I selected the blog post image intentionally to capture your eyes. I'm sure you understand the circumstances only by seeing this picture. We rely on external service, it does not matter if externally or internally to the organisation, or if they promise 99.9999% availability, when the shit hits the fan, you are going to take a hit as well.
Giving you some technical context - we are using Celery and SQS as broker, using DLQs for dev intervention.
We discovered as part of our production duty schedule ~2500 emails failed to be sent (i.e 2500 DLQ messages), as our mailing service was down. We are using SQS visibility timeout mechanism with 7 retries. Meaning we give 7X30 seconds to the service to become available again before we stop retrying. I think it is safe to say that a production incident taking less than 24 hrs to be contained is rare.

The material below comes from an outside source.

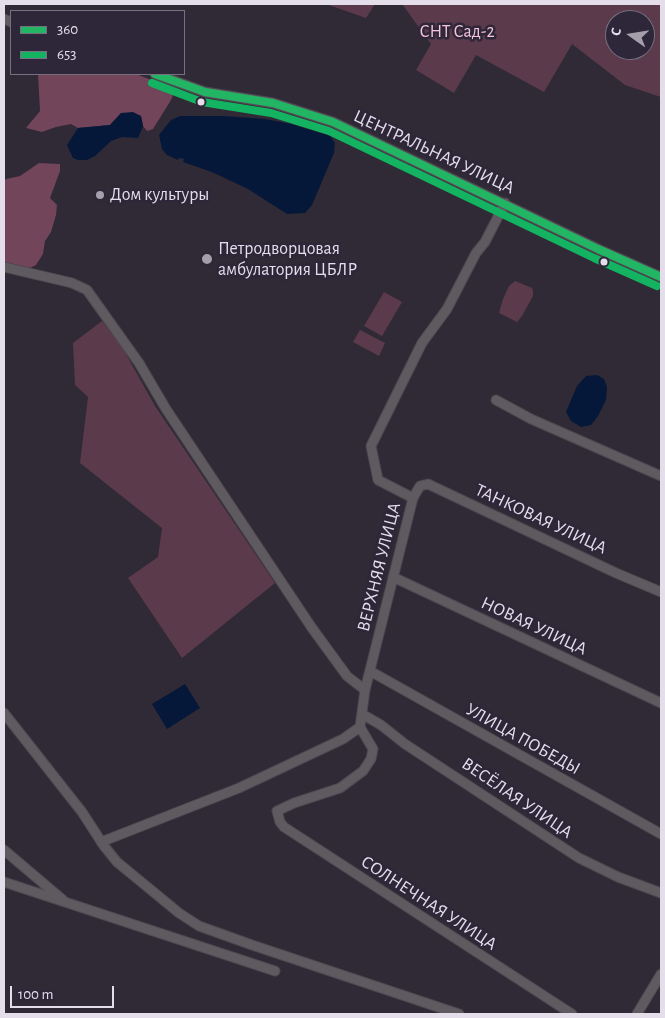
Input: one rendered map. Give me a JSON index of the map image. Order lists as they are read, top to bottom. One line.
{"streets":{"street":["ЦЕНТРАЛЬНАЯ УЛИЦА","ТАНКОВАЯ УЛИЦА","ВЕРХНЯЯ УЛИЦА","НОВАЯ УЛИЦА","УЛИЦА ПОБЕДЫ","ВЕСЁЛАЯ УЛИЦА","СОЛНЕЧНАЯ УЛИЦА"]},"crossings":[["ЦЕНТРАЛЬНАЯ УЛИЦА","ВЕРХНЯЯ УЛИЦА"],["ТАНКОВАЯ УЛИЦА","ВЕРХНЯЯ УЛИЦА"],["ВЕРХНЯЯ УЛИЦА","НОВАЯ УЛИЦА"],["ВЕРХНЯЯ УЛИЦА","УЛИЦА ПОБЕДЫ"],["ВЕРХНЯЯ УЛИЦА","ВЕСЁЛАЯ УЛИЦА"],["ВЕРХНЯЯ УЛИЦА","СОЛНЕЧНАЯ УЛИЦА"]],"parks":["СНТ Сад-2"],"places":["Дом культуры","Петродворцовая амбулатория ЦБЛР"],"lines":["transit line 360","transit line 653"],"legend":["360","653"],"scale_bar":"100 m","north":"left"}
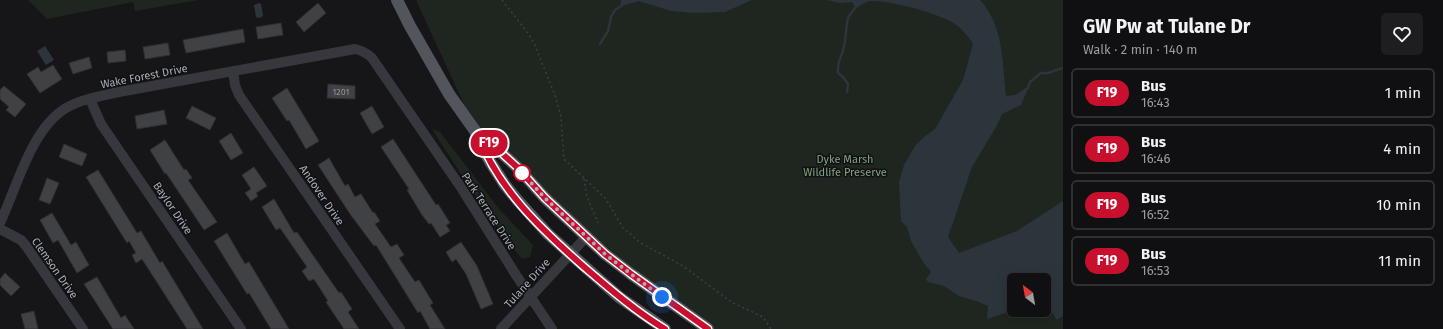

So the first thing was assessing the damage, taking it with the PM seeing if its relevant sending the emails in such a delay. After taking it with him, we considered creating a migration to execute only this specific DLQ messages that we had. Eventually we decided taking all DLQ messages and reprocess them (at the point where the service came to life again).
Bombarding the service
One of the problems this kind of situations create is making the service facing multiple services reprocessing messages / executing huge number of calls, as soon as its back up again, trying to minimise the damage caused to the clients. One of the lessons we learned, is that having an exponential backoff strategy is good, but adding a random jitter to the delay time makes it even safer to re-process the messages. At the end of the day we are talking about shared responsibility.
Clery based re-drive policy
We decided to implement a smarter re-drive policy than every 30 seconds retry, and die after 7 attempts.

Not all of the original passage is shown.